TO DO: Your answer should consist of each line below that includes the word "Renggam".

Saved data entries
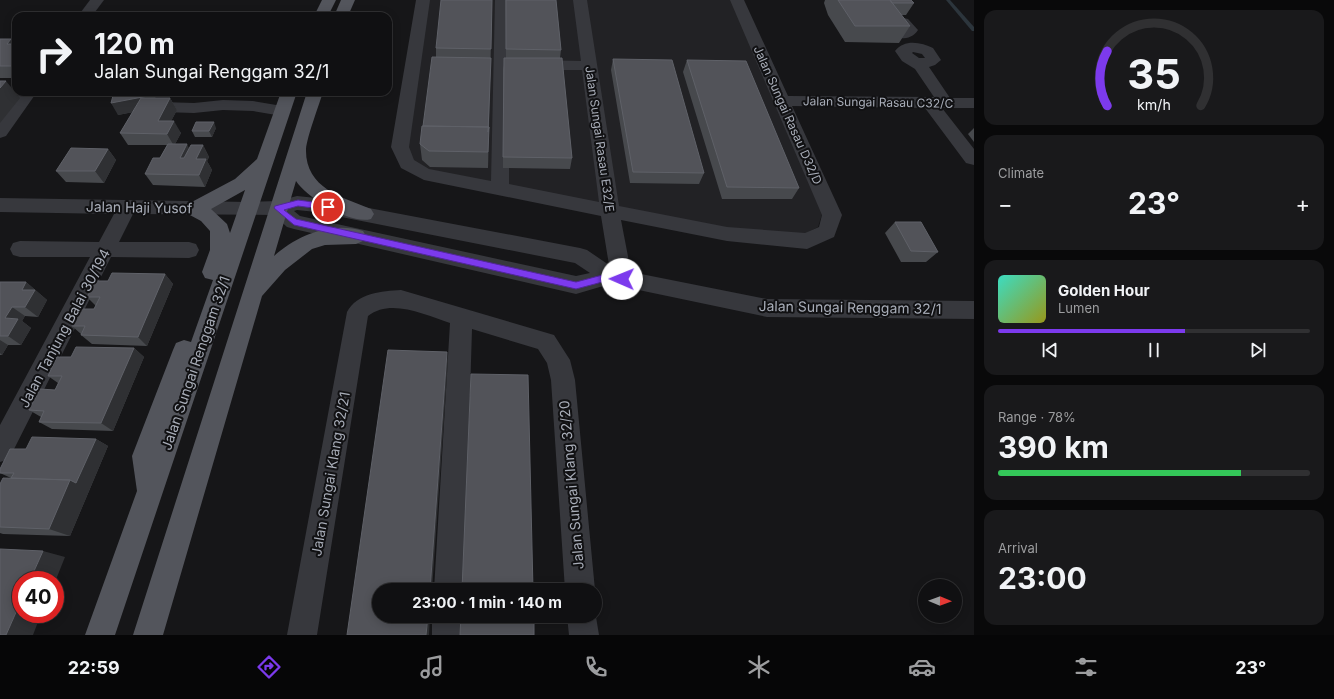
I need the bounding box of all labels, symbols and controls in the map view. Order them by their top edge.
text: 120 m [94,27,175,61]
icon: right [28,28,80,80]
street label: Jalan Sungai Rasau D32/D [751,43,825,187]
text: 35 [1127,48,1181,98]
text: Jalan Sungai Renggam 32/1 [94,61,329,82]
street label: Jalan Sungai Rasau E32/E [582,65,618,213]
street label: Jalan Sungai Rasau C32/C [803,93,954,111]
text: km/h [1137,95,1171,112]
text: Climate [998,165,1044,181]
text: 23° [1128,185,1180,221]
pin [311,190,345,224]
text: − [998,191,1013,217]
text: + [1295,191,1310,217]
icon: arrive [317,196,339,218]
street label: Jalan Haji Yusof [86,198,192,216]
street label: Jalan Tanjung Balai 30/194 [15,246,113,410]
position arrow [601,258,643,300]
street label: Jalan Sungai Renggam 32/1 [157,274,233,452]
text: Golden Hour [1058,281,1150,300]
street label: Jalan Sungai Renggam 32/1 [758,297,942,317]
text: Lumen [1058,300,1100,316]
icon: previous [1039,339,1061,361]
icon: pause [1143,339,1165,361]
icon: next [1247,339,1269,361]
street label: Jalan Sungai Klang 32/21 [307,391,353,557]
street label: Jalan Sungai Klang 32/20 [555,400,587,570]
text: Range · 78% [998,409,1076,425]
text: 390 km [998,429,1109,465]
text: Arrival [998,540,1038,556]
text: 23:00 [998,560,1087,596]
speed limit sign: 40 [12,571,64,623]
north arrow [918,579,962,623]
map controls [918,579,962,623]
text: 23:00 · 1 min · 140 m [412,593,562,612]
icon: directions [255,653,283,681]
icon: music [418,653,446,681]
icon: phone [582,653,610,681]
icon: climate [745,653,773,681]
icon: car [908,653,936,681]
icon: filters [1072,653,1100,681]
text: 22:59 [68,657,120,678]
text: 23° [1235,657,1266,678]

RESPONSE AREA:
text: Jalan Sungai Renggam 32/1 [94,61,329,82]
street label: Jalan Sungai Renggam 32/1 [157,274,233,452]
street label: Jalan Sungai Renggam 32/1 [758,297,942,317]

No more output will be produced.